Hybrid-Oriented Intelligent Operational and Architectural Foundations of IoT-Enabled Smart Grids: A System-Level Review and Challenge-Oriented Comparative Synthesis

The rapid digitalization of energy systems and the increasing integration of distributed energy resources, renewable energy technologies, and prosumer-oriented infrastructures have accelerated the development of IoT-enabled Smart Grids as a foundation for intelligent and adaptive energy management. Modern Smart Grids increasingly depend on the coordinated interaction of IoT architectures, artificial intelligence, distributed analytics, and decentralized control mechanisms to ensure reliability, scalability, and real-time operational flexibility.
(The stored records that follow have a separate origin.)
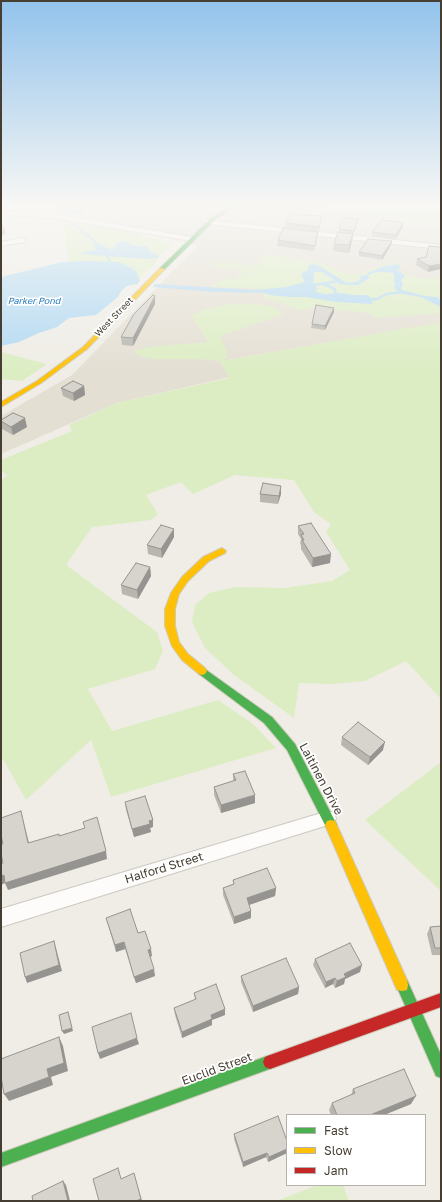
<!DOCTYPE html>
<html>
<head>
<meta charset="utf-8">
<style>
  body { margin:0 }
  #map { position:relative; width:442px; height:1202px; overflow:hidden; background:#efede6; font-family:"Golos Text",sans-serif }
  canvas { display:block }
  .frame { position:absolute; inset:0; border:2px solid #463e32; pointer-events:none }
  .legend { position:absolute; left:286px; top:1114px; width:140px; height:72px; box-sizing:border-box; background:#fff; border:1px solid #b5b2ad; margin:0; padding:5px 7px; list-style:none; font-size:12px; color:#463e32 }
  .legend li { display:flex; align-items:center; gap:8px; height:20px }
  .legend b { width:20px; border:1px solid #b5b2ad }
</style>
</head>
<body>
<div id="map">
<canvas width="442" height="1202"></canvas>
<div class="frame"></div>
<ul class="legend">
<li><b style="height:5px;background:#4caf50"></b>Fast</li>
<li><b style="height:5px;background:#ffc107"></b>Slow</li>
<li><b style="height:5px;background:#c62828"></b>Jam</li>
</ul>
</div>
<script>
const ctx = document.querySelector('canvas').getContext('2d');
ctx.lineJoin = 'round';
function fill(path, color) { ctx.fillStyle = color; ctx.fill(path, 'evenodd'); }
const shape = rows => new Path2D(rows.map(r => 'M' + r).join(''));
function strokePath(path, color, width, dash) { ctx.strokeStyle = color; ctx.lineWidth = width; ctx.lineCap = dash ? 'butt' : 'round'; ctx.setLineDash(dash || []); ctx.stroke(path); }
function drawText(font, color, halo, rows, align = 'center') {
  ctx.font = font + ' "Golos Text",sans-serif'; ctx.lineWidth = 3.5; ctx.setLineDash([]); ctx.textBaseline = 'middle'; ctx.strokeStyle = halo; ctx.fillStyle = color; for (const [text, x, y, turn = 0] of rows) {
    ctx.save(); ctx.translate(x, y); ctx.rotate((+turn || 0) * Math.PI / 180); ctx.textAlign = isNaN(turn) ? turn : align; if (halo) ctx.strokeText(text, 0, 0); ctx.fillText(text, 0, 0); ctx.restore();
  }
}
fill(shape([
  [87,204,441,204,441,323,221,361,230,377,117,403,1,454,1,416,72,375,197,246,90,217]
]), '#e4dfd3');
fill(shape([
  [1,204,87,204,88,210,82,215,23,209,1,209],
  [332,204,441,204,441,224,410,224,355,211,330,216],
  [72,222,144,234,143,237,154,238,172,244,158,258,154,267,150,267,141,276,140,281,136,271,128,266,118,263,68,262,64,225,64,223],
  [265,254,323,264,346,274,356,274,365,272,378,266,393,263,402,264,398,270,404,275,420,278,436,278,441,280,441,313,375,318,369,313,315,307,298,310,264,297,267,289,212,287,212,285,223,279,233,280,245,272,215,266,218,262,259,266],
  [231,304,256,304,271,306,284,314,220,336,227,352,226,359,222,361,441,322,441,699,406,661,365,681,331,684,299,683,294,718,234,675,205,648,192,622,195,605,209,593,235,587,285,588,332,581,350,570,326,532,331,524,314,512,294,480,235,475,193,494,181,482,146,495,158,514,151,520,92,527,66,565,157,632,163,651,155,669,88,689,112,731,218,700,253,724,276,748,111,797,91,740,26,800,3,759,1,760,1,481,7,475,1,470,1,460,72,431,69,425,117,403,230,378,220,361,199,359,152,359,139,356,134,351,149,347,208,342,191,315,210,308],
  [1,352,47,364,22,381,1,379],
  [441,762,441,891,365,820],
  [317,1185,343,1185,349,1201,277,1201]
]), '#dcedc3');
fill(shape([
  [53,204,87,204,88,210,82,215,69,213,65,210,57,208],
  [125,241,132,245,149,247,149,251,159,256,158,258,147,259,80,254,96,249,94,244,95,243,101,244,107,248,113,250,118,242],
  [84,261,118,262,128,266,136,271,140,281,137,284,127,286,121,291,118,297,96,315,69,318,57,327,39,333,19,342,1,346,1,277,62,262],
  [310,264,318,265,347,283,357,282,360,280,361,275,370,278,358,285,348,285,340,284,322,272,316,272,314,274,313,285,319,289,315,290,316,292,325,294,339,293,354,295,366,295,370,297,373,304,336,302,306,297,290,297,270,295,265,293,215,292,153,287,155,284,255,290,286,287,305,282,302,276,302,273,308,270,308,266],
  [397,264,401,266,398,270,405,276,401,280,403,284,401,288,402,290,424,296,437,297,441,301,441,307,421,297,403,294,397,291,394,287,396,284,394,283,394,273,374,271,381,267]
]), '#b1d9f3');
strokePath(shape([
  [74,224,101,247],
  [105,252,112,266],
  [363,279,370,273,379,270],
  [324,284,335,289,335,292,339,296],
  [308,286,339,281],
  [368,300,377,299,387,294,404,292]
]), '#b1d9f3', 2.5);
const street = shape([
  [1,210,60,215,191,237,195,239,191,241,60,219,1,214,1,210],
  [206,220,441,245,441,249,209,224,205,222,206,220],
  [22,238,26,240,25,242,1,246,1,242,22,238],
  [328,811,334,813,336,818,334,823,328,825,1,927,1,909,328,811]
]);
const fast = shape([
  [234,204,240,204,215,220,164,270,160,270,160,268,211,218,234,204],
  [202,667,272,717,295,744,335,821,337,825,335,829,331,830,327,829,287,750,264,723,199,674,197,671,199,668,202,667],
  [402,979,407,980,441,1055,441,1078,436,1076,396,985,397,980,402,979],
  [270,1055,275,1057,277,1062,275,1067,1,1167,1,1153,270,1055]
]);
const slow = shape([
  [160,268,165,269,87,349,41,383,1,407,1,402,37,381,83,347,160,268],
  [222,548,226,551,225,553,209,561,188,581,179,594,175,609,175,626,179,642,188,654,205,668,207,671,205,674,202,675,199,674,182,660,172,646,165,626,165,609,171,593,182,577,203,557,222,548],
  [331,820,335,821,407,980,408,985,407,990,402,991,397,990,325,825,327,821,331,820]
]);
const jam = shape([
  [441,993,441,1007,270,1069,265,1067,263,1062,265,1057,270,1055,441,993]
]);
strokePath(street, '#ccc9c2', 2);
strokePath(fast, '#cfcabc', 2);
strokePath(slow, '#cfcabc', 2);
strokePath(jam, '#cfcabc', 2);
fill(street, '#fdfcfb');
fill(fast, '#4caf50');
fill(slow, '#ffc107');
fill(jam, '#c62828');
fill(shape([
  [358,219,354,234,353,234,352,241,349,253,333,251,334,244,339,232,339,229],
  [321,220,319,231,285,227,286,223],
  [403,227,395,239,372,236,372,232],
  [317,237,314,251,277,246,278,240],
  [392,241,391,245,382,260,359,256,359,252],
  [441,247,428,272,416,265,417,259,426,257],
  [155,304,133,346,122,345,121,337],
  [334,312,325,330,311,328,312,324],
  [84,386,85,395,74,401,63,396,61,388],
  [1,420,27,427,13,435,2,429],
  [260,494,281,494,278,504,260,502],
  [298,526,330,563,312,567,301,549,301,545,300,544,301,539,298,534],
  [174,529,174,537,162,558,148,554,147,545],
  [150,567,151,576,138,599,122,594,121,585],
  [342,737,383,750,368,765,341,745],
  [233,774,255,803,221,813,214,795,214,787,233,781],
  [125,802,153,820,153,827,150,828,151,832,134,837,126,810],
  [233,880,276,888,275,896,249,905,251,911,251,918,234,924,223,895,223,888,233,884],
  [106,918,138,933,152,956,150,957,155,976,136,983,125,949,116,952],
  [441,926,441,955,432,955,427,934,430,927],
  [315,959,360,972,345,979,344,984,335,988,333,984,325,988,313,965],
  [241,976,299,987,298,994,253,1012,241,982],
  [194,993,225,1015,212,1020,212,1025,182,1038,175,1015,174,1008,195,1000],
  [353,1089,411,1104,384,1115,331,1115,329,1110,332,1103,351,1095],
  [234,1134,287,1141,287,1153,268,1162,266,1157,243,1167,234,1139]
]), '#b9b6b0');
fill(shape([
  [403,223,403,227,395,239,396,235],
  [1,231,5,231,5,234,1,235],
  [353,234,352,241,349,253,349,245],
  [392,241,391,245,382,260,382,256],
  [441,264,441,269,428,272,429,266],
  [155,296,155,304,133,346,133,338],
  [334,308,334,312,325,330,325,326],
  [84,386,85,395,74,401,73,393],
  [25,418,27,427,13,435,11,427],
  [281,486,281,494,278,504,279,496],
  [174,529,174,537,162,558,161,549],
  [331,554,330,563,312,567,313,558],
  [150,567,151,576,138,599,137,590],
  [385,742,383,750,368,765,370,757],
  [255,795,255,803,221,813,221,805],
  [21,811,31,851,28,843],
  [153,820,153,827,150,828,151,832,134,837,132,829,149,821],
  [106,851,107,859,8,890,5,883,1,885,1,876],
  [276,888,275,896,246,906,247,898],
  [251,911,251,918,234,924,234,917],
  [54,941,56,948,62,971,27,983,25,977],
  [124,942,125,949,116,952,115,945],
  [151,949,152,956,149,957,148,950],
  [362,965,360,972,345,979,344,984,335,988,337,981,344,974],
  [154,969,155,976,136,983,134,977],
  [335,978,333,984,325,988,326,982],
  [299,987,298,994,253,1012,253,1006],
  [225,1009,225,1015,212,1020,212,1025,182,1038,182,1032,211,1015],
  [68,1012,73,1031,64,1034,62,1031],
  [59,1037,63,1046,68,1071,51,1077,53,1085,9,1101,4,1094],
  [137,1038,139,1044,100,1059,98,1053],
  [416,1096,411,1104,384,1115,370,1115],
  [287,1149,287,1153,268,1162,269,1157],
  [267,1153,266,1157,243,1167,243,1162],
  [134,1173,135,1178,142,1201,136,1201],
  [63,1181,66,1185,70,1201,68,1201]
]), '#969490');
const building = shape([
  [290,214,322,216,319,227,286,223,290,214],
  [343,218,358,219,354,231,339,229,343,218],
  [382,220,403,223,396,235,372,232,382,220],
  [1,225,5,231,1,231,1,225],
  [283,228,318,232,315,246,278,240,283,228],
  [338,232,353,234,349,245,334,244,338,232],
  [368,239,392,241,382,256,359,252,368,239],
  [429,246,441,247,441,264,429,266,417,259,426,257,429,246],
  [153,295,155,296,133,338,121,337,134,314,153,295],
  [316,305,334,308,325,326,312,324,316,305],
  [73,381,84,386,73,393,61,388,73,381],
  [13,413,25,418,11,427,1,421,1,420,13,413],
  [263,483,281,486,279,496,260,494,263,483],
  [311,523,331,554,313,558,302,540,304,540,301,535,304,534,298,526,311,523],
  [161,525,174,529,161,549,147,545,161,525],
  [136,563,150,567,137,590,121,585,136,563],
  [358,722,385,742,370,757,342,737,358,722],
  [245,771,255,795,221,805,214,787,236,780,233,774,245,771],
  [145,796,153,820,149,821,150,824,132,829,125,802,145,796],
  [21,811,28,843,59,834,59,836,85,828,83,822,97,817,106,851,5,883,4,875,1,876,1,864,3,863,1,854,1,844,3,844,1,835,1,818,21,811],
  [267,868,276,888,247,898,251,911,234,917,223,888,234,884,233,880,267,868],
  [130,909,138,933,145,931,151,949,148,950,154,969,134,977,124,942,115,945,106,918,130,909],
  [441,926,441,948,435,948,430,927,441,926],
  [54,941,59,965,25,977,20,953,54,941],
  [350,943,362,965,344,974,346,977,337,981,335,978,326,982,315,959,350,943],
  [286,958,299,987,253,1006,241,976,286,958],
  [216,984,225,1009,211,1015,212,1019,182,1032,174,1008,196,999,194,993,216,984],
  [68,1012,72,1028,62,1031,59,1015,68,1012],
  [131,1013,137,1038,98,1053,92,1027,131,1013],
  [59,1037,64,1063,47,1069,49,1077,4,1094,1,1077,1,1059,59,1037],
  [404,1069,416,1096,370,1115,337,1115,332,1103,355,1093,353,1089,404,1069],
  [278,1116,287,1141,287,1149,269,1157,267,1153,243,1162,234,1134,278,1116],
  [118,1168,121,1179,134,1173,141,1199,136,1201,99,1201,93,1179,118,1168],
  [63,1181,68,1201,33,1201,32,1196,63,1181]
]);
fill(building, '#d7d4cd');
strokePath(building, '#969490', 1);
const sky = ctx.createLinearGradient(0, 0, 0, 373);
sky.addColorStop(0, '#92c3ec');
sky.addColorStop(0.55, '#f8f7f4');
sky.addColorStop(1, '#f8f7f400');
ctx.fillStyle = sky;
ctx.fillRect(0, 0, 442, 373);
drawText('italic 9px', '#2079bd', '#fff', [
  ["Parker Pond",34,301]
]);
drawText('9px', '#463e32', '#fff', [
  ["West Street",114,317,-46]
]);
drawText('12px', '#463e32', '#fff', [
  ["Laitinen Drive",321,779,62],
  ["Halford Street",164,868,-17],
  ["Euclid Street",217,1069,-20]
]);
</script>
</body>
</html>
Despite extensive research activity, existing studies remain predominantly technology-centric, focusing on isolated architectural layers or individual intelligent methods without providing a unified system-level perspective on their coordinated operation and interoperability. This article presents a system-level integrative review and challenge-oriented comparative synthesis of intelligent operational and architectural foundations of IoT-enabled Smart Grids. The study analyzes data-driven, model-driven, knowledge-driven, agent-based, and hybrid-oriented intelligent paradigms within multi-layer IoT energy infrastructures. In addition, the research establishes a cross-layer mapping between Smart Grid operational challenges, enabling technologies, and corresponding analytical approaches while identifying interoperability constraints, scalability limitations, and coordination challenges associated with decentralized energy ecosystems. The conducted synthesis demonstrates that hybrid-oriented intelligent approaches represent the most promising direction for future Smart Grid evolution due to their ability to integrate AI, ML, digital twins, semantic reasoning, and decentralized multi-agent coordination within unified IoT architectures. The conducted comparative synthesis identifies the ongoing transition from isolated intelligent solutions toward integrated hybrid cyber–physical energy ecosystems and highlights key characteristics of future adaptive, interoperable, scalable, and explainable Smart Grid architectures.